◆ DATASET CONTENT:

■ ■ ■

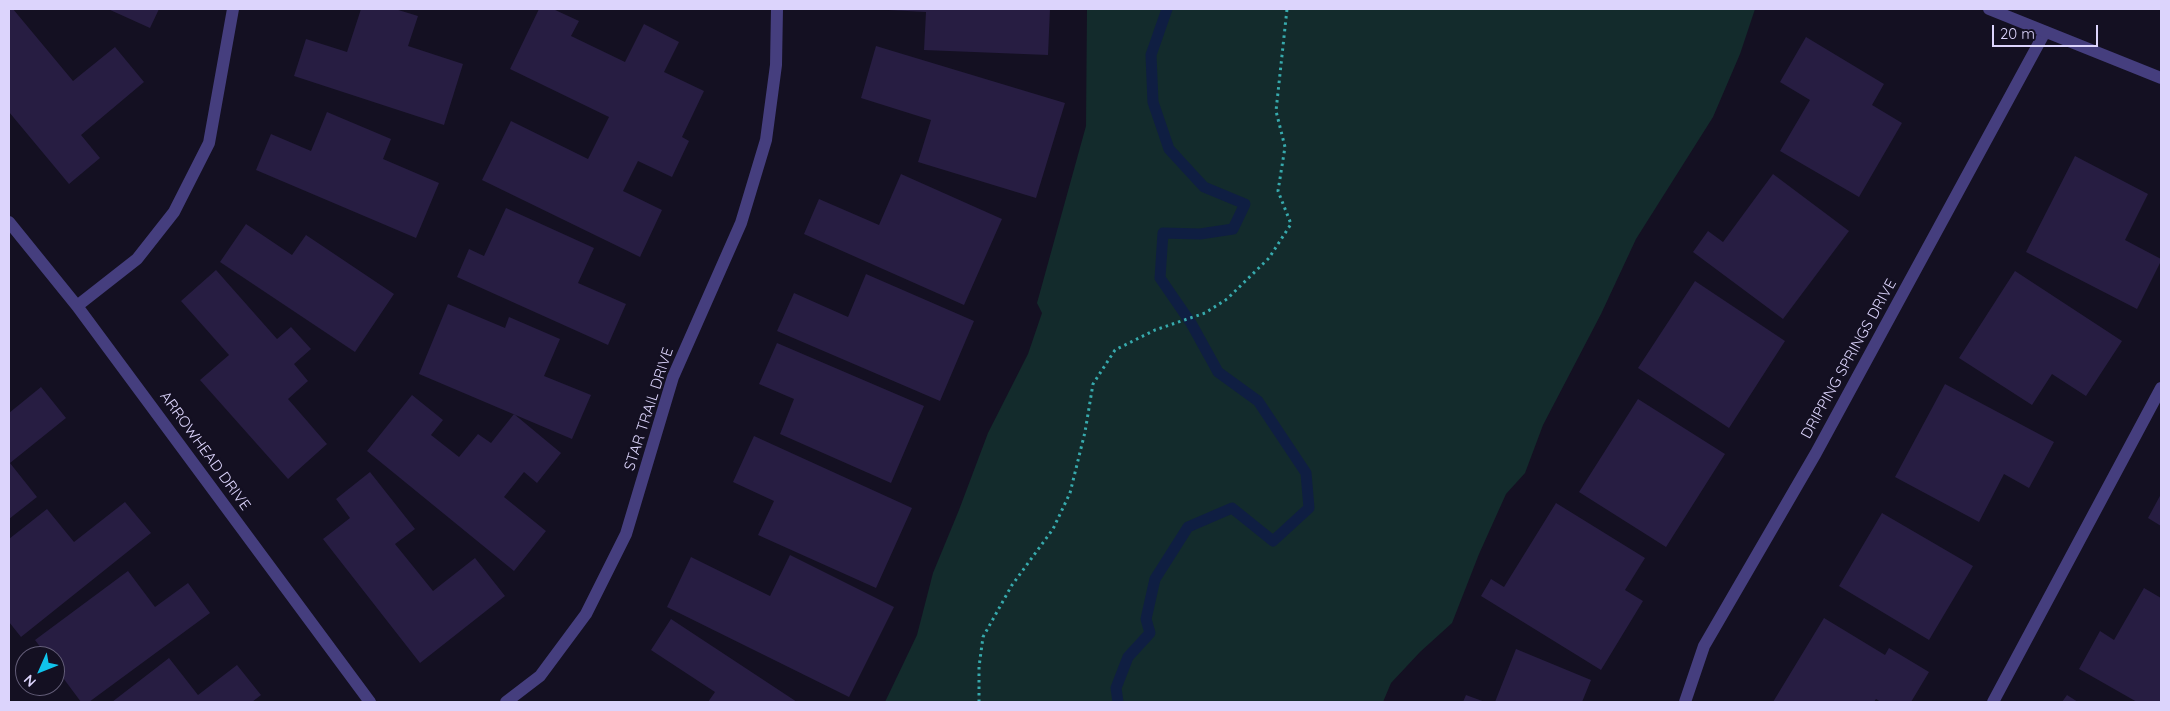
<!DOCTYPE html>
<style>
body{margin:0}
#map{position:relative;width:2170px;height:711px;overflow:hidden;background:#141022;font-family:Quicksand,sans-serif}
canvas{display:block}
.frame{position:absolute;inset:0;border:10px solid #dcd4fc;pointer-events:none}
.north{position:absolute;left:15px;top:646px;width:50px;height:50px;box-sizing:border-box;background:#141022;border:1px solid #645e79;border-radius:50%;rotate:226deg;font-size:14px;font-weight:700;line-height:20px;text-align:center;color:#dcd4fc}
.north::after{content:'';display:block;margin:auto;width:18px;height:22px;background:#10c4ec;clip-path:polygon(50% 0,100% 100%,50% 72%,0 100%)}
.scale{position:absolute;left:1992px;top:25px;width:106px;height:22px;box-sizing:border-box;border:2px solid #dcd4fc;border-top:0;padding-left:6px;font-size:15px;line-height:18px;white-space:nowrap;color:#dcd4fc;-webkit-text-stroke:4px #141022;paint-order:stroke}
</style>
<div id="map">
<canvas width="2170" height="711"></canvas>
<div class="frame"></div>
<div class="north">N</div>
<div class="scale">20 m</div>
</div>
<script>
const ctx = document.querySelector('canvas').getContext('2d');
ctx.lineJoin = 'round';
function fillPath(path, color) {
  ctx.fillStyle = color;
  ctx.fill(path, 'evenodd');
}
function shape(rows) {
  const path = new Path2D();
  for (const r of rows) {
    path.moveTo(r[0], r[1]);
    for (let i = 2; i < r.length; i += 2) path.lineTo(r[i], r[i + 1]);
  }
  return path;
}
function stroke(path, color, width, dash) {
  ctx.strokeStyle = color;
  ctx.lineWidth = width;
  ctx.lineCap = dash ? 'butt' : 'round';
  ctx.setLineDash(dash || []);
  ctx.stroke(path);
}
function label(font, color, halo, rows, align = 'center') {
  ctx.font = font + ' Quicksand,sans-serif';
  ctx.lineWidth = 4.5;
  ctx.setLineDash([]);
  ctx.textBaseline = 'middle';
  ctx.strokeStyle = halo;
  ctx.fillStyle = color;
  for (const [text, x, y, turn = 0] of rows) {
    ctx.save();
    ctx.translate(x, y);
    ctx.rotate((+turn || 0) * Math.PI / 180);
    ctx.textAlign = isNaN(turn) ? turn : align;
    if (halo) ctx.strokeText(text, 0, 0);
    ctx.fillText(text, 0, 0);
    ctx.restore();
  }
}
fillPath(shape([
 [1087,9,1755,9,1740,54,1713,117,1636,239,1601,314,1543,425,1525,473,1506,494,1479,554,1452,623,1420,652,1391,683,1383,702,885,702,917,635,933,573,959,510,988,433,1028,354,1042,313,1037,303,1086,126]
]), '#132b2c');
stroke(shape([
 [1118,702,1116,688,1128,657,1150,633,1146,619,1155,579,1188,527,1232,508,1273,541,1309,508,1306,473,1258,401,1218,372,1191,323,1160,278,1163,233,1200,234,1233,229,1245,204,1204,187,1169,149,1153,102,1151,55,1167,9]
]), '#0f1e42', 11);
fillPath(shape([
 [9,9,13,9,73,81,115,47,144,82,81,135,100,158,69,184,9,112],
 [108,9,159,9,150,28],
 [361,9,395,9,418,16,408,46,463,64,444,125,294,76,306,39,347,52],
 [539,9,553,9,579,21,571,36,625,62,644,24,679,42,664,72,704,91,682,137,689,141,672,177,638,161,623,191,662,210,640,257,482,180,511,121,588,159,609,117,510,69],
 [888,9,1050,9,1048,55,924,50,926,12,888,10],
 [1806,37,1884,84,1872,105,1902,123,1859,197,1780,151,1810,100,1780,82],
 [876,46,1065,103,1036,198,918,162,931,120,861,98],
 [327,112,391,139,383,159,439,183,416,238,256,170,271,134,311,151],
 [2075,156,2148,194,2125,240,2161,259,2161,261,2137,309,2026,252],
 [901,174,1002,219,964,305,804,234,819,199,879,225],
 [1773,174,1849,231,1783,319,1693,252,1708,231,1723,242],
 [506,208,594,248,578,283,626,304,608,345,457,277,469,249,484,256],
 [246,224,292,255,306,235,394,294,355,352,220,262],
 [216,270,277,339,291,327,311,349,294,364,308,381,288,399,327,444,288,479,200,380,229,355,181,301],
 [2015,271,2122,341,2086,396,2052,374,2032,405,1959,358],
 [866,274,974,321,940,401,777,331,794,293,848,317],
 [1695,281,1785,341,1729,428,1638,368],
 [448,304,505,328,509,317,560,339,544,376,591,395,572,439,419,374],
 [777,343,924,406,891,483,780,434,794,399,759,384],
 [1945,384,2054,442,2029,488,2004,474,1979,522,1895,477],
 [41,387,66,418,10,463,37,497,9,519,9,413],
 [412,395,443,420,431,435,459,457,478,434,491,443,514,414,561,453,537,483,524,472,504,497,546,531,514,571,367,451],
 [1638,399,1725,454,1666,547,1579,492],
 [754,436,912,508,876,588,758,535,774,501,733,482],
 [370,472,415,529,395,544,433,591,475,558,505,596,420,663,323,539,350,518,336,499],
 [2161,494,2161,526,2148,518],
 [125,502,151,533,21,637,9,622,9,539,47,509,74,542],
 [1556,503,1645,558,1625,590,1643,601,1601,670,1481,596,1491,579,1504,587],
 [1882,513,1973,566,1929,640,1839,586],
 [790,555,894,607,849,697,667,607,691,557,770,596],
 [128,571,155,607,188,583,210,613,89,702,81,702,55,667,55,656,47,656,35,640],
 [2144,588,2161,598,2161,702,2137,702,2079,669,2100,631,2114,640],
 [1824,618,1885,655,1889,648,1929,672,1911,702,1881,702,1876,699,1874,702,1773,702],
 [671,619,797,702,708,702,715,692,651,650],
 [1516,649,1591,680,1582,702,1495,702],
 [169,658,198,695,237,665,261,695,252,702,112,702],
 [1466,695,1485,702,1463,702],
 [2067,695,2078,702,2062,702]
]), '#271d42');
stroke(shape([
 [979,702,979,667,983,637,1012,585,1053,529,1070,493,1085,432,1093,384,1115,350,1155,330,1205,313,1227,299,1269,258,1291,224,1278,191,1285,147,1276,111,1287,9]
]), '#37aaad', 3, [2.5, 4]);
stroke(shape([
 [1993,702,2161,388]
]), '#453e7e', 12);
stroke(shape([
 [9,222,77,306,370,702],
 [77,306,137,259,174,212,209,143,233,9],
 [506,702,540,676,586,614,626,534,673,377,741,223,766,140,776,65,777,9],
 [1685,702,1704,646,1816,453,2045,32]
]), '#453e7e', 12);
stroke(shape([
 [1989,9,2161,78]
]), '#453e7e', 12);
label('15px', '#dcd4fc', '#141022', [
 ["DRIPPING SPRINGS DRIVE",1849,359,-61],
 ["STAR TRAIL DRIVE",649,409,-72],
 ["ARROWHEAD DRIVE",205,451,54]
]);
</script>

■ ■ ■

◆ EXERCISE DIRECTIONS: All that is wanted is a faithful reproduction of the line above with "ctx.lineJoin = 'round';", the line with "path.moveTo(r[0], r[1]);", and every line in between.

◆ SOLUTION TO THE PROBLEM:
ctx.lineJoin = 'round';
function fillPath(path, color) {
  ctx.fillStyle = color;
  ctx.fill(path, 'evenodd');
}
function shape(rows) {
  const path = new Path2D();
  for (const r of rows) {
    path.moveTo(r[0], r[1]);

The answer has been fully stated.